This article was originally published on ZacarianConsulting.com.
How do two separate people from different places and with different roles actually go about writing one sentence let alone a book? Our answer takes some explaining as it reflects what we believe is needed in education, now.
Partnerships are key
The process of co-writing this book began by talking about teaching, talking to define what we were after as educators, and talking about what we thought was working and what wasn’t. Our talking together meant that we had to listen carefully to each other’s ideas.
Collaborating means valuing differences
Our collaboration was as stimulating and thought provoking, as it was circuitous. When we had different views (and we did often and still do!) or weren’t sure how to proceed, we paused the writing process and didn’t start up again until we had a clear idea of how to truly factor them to go forward. These stop, reflect on each other’s ideas, agree/disagree and come to agreement experiences are what we believe is urgently needed.
Valuing Differences Is Not a New Battle Cry
We’re in a time of dramatic changes in education with more coming (including the reauthorization of the No Child Left Behind Act, whether annual standardized tests will or even should continue, and whether the states that have adopted the Common Core State Standards will eliminate them). However, when it comes to the struggles of Latino, African American, Alaskan native and indigenous American, English Learners, and students living in poverty, little has changed for decades regarding how badly school is going for many of them. The sheer number of students from these underrepresented populations (they are predicted to be the majority population by 2020) should raise our alarm to an even higher level.
In 1988, Lisa Delpit, renowned for her contributions in education, called for us to listen, really listen, and value different perspectives.She also called for educators to embrace the diversity that is occurring in our classrooms. With the sharp increase in diversity among our nation’s students, fostering responsive, reciprocal, and inclusive relationships should be at the core of what we do.
Real Change Happens Through Partnerships
We believe that schools work when everyone is active and welcomed and where interactions, and lots of them, are constantly encouraged and promoted. It is akin to our writing process. Many drafts were written– each making us work harder, more precisely, and ultimately more efficiently at what became our final product. In the process, we came to know and value as well as challenge each other while at the same time trusting that what we wrote would be based on mutual respect and collaboration. Public education is a collaborative endeavor, too, every bit as much dependent on respectful negotiation of differences, and the active participation of students, families and teachers. In the end, it can only succeed where the development of students into capable and well-educated adults is everyone’s common project.
Being In It Together
No one person or authority has the answers. Rather, when we invite and are open to what others bring, when we allow ourselves to be changed by different perspectives, and when we see these as gifts rather than obstacles to what we can achieve, then we can truly be in it together.
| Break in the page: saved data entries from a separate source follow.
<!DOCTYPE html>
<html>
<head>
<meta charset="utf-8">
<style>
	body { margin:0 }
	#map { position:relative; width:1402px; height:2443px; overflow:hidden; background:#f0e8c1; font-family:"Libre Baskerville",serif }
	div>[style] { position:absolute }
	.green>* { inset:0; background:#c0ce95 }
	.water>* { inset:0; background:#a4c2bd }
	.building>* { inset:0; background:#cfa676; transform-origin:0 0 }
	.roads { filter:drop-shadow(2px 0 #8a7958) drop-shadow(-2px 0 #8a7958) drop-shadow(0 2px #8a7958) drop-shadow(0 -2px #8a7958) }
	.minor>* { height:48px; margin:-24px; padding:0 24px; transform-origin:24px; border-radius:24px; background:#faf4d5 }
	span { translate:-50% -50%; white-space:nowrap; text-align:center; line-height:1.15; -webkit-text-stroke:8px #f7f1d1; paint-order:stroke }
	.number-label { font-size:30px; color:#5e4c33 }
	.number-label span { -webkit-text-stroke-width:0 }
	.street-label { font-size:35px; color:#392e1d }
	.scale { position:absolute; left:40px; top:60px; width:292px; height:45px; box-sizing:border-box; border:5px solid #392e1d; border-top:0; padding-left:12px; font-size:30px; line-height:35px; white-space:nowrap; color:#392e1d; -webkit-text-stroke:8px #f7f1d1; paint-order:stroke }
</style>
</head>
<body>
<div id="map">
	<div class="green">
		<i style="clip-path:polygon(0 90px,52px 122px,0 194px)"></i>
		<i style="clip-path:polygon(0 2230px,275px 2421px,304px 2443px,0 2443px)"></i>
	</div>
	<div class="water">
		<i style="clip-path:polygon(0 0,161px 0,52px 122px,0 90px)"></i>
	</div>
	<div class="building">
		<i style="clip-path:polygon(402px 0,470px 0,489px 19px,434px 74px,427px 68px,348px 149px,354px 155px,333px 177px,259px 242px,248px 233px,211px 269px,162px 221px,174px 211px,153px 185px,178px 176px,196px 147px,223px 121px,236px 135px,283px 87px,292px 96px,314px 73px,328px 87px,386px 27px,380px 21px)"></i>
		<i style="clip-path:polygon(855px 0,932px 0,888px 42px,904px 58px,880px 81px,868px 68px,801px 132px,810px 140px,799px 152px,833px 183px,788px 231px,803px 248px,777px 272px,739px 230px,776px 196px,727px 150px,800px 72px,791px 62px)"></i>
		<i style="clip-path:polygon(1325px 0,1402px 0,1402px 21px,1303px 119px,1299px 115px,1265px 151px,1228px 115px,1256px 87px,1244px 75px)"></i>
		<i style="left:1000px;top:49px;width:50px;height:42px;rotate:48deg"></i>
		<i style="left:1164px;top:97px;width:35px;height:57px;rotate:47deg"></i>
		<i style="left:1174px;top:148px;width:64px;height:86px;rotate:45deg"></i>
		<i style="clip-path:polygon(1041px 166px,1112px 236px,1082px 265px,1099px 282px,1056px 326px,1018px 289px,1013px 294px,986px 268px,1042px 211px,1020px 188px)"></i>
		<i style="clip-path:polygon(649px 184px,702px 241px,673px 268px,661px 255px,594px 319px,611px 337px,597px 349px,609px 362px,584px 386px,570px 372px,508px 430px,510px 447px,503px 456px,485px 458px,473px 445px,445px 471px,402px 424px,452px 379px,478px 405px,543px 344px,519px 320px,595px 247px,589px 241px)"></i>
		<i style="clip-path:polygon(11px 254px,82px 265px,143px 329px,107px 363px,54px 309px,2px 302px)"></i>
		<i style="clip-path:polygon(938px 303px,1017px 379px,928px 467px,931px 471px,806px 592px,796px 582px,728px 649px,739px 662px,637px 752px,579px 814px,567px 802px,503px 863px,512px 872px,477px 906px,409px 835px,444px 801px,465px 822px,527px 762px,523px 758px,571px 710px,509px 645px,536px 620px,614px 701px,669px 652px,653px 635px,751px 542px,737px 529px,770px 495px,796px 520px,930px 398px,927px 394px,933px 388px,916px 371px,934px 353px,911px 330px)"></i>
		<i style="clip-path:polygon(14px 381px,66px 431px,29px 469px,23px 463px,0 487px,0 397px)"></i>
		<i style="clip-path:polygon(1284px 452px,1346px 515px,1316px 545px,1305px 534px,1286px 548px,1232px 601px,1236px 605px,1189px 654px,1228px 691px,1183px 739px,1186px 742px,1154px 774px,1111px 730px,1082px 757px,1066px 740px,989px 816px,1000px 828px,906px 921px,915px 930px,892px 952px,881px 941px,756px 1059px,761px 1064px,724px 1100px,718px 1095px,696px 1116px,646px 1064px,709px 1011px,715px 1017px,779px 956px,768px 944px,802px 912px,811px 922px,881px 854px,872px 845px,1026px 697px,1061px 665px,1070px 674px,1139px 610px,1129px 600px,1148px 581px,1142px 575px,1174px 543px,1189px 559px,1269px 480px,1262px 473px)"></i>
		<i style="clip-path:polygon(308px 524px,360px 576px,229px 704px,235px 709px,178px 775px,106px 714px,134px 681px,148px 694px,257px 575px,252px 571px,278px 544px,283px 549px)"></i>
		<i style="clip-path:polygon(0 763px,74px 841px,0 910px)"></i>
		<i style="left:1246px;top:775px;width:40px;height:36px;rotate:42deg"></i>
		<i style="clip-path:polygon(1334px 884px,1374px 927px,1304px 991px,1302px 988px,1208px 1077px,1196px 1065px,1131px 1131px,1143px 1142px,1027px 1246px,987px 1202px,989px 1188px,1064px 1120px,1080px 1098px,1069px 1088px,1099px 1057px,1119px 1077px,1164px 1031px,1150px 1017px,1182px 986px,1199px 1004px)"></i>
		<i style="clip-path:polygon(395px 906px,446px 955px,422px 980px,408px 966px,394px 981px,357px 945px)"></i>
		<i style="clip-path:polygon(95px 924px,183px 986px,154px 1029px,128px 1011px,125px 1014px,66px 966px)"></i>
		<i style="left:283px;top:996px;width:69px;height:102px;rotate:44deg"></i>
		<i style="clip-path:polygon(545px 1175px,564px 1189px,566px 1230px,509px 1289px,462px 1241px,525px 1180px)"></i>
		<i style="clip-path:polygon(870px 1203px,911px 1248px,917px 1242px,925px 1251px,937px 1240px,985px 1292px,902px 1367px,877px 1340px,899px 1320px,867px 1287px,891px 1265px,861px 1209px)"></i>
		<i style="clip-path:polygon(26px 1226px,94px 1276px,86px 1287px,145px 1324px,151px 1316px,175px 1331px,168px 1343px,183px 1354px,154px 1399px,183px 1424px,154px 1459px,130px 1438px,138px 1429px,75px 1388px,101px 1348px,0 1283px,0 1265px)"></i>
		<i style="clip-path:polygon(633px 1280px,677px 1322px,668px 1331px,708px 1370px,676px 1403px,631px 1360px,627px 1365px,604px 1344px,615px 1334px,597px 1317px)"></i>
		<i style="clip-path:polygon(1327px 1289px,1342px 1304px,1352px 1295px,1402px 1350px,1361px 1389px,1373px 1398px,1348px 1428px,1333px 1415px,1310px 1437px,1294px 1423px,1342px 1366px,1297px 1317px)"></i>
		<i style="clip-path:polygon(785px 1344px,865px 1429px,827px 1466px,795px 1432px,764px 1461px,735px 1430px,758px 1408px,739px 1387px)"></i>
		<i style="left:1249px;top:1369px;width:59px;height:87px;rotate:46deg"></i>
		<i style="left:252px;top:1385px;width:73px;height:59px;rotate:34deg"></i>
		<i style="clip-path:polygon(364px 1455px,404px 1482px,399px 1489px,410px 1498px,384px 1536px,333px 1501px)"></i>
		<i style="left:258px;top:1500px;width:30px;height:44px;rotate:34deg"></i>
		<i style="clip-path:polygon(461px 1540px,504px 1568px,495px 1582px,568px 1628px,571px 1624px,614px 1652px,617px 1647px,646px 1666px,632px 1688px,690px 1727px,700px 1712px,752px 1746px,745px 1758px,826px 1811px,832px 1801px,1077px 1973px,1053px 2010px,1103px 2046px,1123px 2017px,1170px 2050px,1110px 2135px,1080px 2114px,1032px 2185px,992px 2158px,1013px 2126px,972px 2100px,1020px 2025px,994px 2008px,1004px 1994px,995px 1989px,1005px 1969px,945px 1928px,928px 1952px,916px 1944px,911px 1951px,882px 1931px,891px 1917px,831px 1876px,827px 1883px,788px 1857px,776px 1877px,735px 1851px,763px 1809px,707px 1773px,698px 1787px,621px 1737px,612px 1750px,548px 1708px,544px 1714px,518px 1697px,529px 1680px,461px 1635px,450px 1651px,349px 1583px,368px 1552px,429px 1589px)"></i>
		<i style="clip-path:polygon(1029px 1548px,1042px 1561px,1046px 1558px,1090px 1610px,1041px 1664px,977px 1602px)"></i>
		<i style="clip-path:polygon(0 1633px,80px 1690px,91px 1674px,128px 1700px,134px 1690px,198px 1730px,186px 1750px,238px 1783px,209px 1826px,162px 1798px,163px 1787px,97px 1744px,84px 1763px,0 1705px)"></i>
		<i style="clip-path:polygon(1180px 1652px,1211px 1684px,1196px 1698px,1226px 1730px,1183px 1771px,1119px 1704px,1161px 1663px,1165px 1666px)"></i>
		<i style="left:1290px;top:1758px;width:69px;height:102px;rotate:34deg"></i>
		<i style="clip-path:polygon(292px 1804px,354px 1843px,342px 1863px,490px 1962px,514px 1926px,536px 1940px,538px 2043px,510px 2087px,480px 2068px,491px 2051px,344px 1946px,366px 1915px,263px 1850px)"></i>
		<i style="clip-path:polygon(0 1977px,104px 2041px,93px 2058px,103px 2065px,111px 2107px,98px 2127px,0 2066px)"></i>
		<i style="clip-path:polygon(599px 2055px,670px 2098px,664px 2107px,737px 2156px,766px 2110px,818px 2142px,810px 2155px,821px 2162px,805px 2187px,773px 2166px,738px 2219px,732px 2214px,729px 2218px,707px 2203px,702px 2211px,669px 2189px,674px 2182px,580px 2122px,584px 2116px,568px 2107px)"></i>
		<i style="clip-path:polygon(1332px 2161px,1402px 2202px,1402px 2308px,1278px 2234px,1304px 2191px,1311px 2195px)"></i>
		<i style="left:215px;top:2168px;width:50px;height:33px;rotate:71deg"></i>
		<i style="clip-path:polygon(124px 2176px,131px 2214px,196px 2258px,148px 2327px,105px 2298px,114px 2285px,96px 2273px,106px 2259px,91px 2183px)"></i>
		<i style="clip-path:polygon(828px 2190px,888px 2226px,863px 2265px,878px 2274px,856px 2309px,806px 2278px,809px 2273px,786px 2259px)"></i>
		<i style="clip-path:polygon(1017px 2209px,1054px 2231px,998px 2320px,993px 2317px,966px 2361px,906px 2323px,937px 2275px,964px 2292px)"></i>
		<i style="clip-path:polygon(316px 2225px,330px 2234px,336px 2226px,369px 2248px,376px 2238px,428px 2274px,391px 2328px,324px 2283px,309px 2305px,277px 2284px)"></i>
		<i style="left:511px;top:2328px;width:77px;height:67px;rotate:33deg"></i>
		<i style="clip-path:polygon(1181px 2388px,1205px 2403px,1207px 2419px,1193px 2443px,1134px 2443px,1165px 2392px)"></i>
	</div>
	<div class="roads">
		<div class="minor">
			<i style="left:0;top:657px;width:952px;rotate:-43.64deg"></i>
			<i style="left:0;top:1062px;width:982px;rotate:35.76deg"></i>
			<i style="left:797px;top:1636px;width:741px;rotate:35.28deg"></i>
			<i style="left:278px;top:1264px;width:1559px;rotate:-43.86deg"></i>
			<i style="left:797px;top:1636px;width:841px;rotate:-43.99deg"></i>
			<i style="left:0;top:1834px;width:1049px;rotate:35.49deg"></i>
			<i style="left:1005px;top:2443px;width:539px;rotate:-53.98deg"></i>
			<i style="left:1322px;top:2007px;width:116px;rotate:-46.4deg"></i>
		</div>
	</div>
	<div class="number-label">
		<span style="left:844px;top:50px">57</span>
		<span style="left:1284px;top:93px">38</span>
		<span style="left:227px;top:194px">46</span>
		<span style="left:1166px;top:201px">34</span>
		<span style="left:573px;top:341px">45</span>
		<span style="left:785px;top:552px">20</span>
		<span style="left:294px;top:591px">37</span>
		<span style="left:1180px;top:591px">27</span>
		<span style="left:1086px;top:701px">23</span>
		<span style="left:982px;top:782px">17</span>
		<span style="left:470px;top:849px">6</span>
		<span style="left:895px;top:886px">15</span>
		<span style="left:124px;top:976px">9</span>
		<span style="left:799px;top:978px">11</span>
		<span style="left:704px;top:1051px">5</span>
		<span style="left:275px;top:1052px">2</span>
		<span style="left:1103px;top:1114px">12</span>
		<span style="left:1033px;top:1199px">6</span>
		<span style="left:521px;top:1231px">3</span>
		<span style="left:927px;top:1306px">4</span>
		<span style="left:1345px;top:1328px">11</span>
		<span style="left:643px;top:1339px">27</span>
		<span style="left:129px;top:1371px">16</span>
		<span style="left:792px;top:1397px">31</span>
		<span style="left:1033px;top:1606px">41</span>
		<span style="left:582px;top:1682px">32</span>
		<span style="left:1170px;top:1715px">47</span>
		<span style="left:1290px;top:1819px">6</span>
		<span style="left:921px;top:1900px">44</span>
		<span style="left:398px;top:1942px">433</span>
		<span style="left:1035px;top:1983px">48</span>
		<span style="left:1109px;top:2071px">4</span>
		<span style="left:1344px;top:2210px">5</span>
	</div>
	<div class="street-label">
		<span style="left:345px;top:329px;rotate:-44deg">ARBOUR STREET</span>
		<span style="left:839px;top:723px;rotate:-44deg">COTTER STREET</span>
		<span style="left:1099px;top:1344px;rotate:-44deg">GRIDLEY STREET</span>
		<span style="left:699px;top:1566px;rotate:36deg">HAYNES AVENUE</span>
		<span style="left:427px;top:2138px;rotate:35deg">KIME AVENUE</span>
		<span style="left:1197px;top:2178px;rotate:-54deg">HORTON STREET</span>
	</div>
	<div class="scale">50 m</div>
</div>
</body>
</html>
In this spirit, we called upon members from various professional organizations including ASCD, TESOL, American Federation of Teachers, and Colorín Colorado to furnish us with much needed examples in practice. To articulate specifics and provide a practical roadmap for this work, we also infused several research-based preparation and instructional strategies to show how we can support learners from many different cultural, racial, linguistic, and economic experiences to be successful in school. The result of our collaborative efforts is a book that is dedicated for teachers and teachers in training who, like all of us in public education work, are experiencing the productive tensions of working with an increasingly diverse student population against a backdrop of regulatory initiatives. We believe strongly that we can make education work for all when we are truly in it together and that there is no better or more important time to doing this than right now.
This article was drawn from Zacarian & Silverstone (2015) In It Together: How Student, Family, and Community Partnerships Advance Engagement and Achievement in Diverse Classrooms.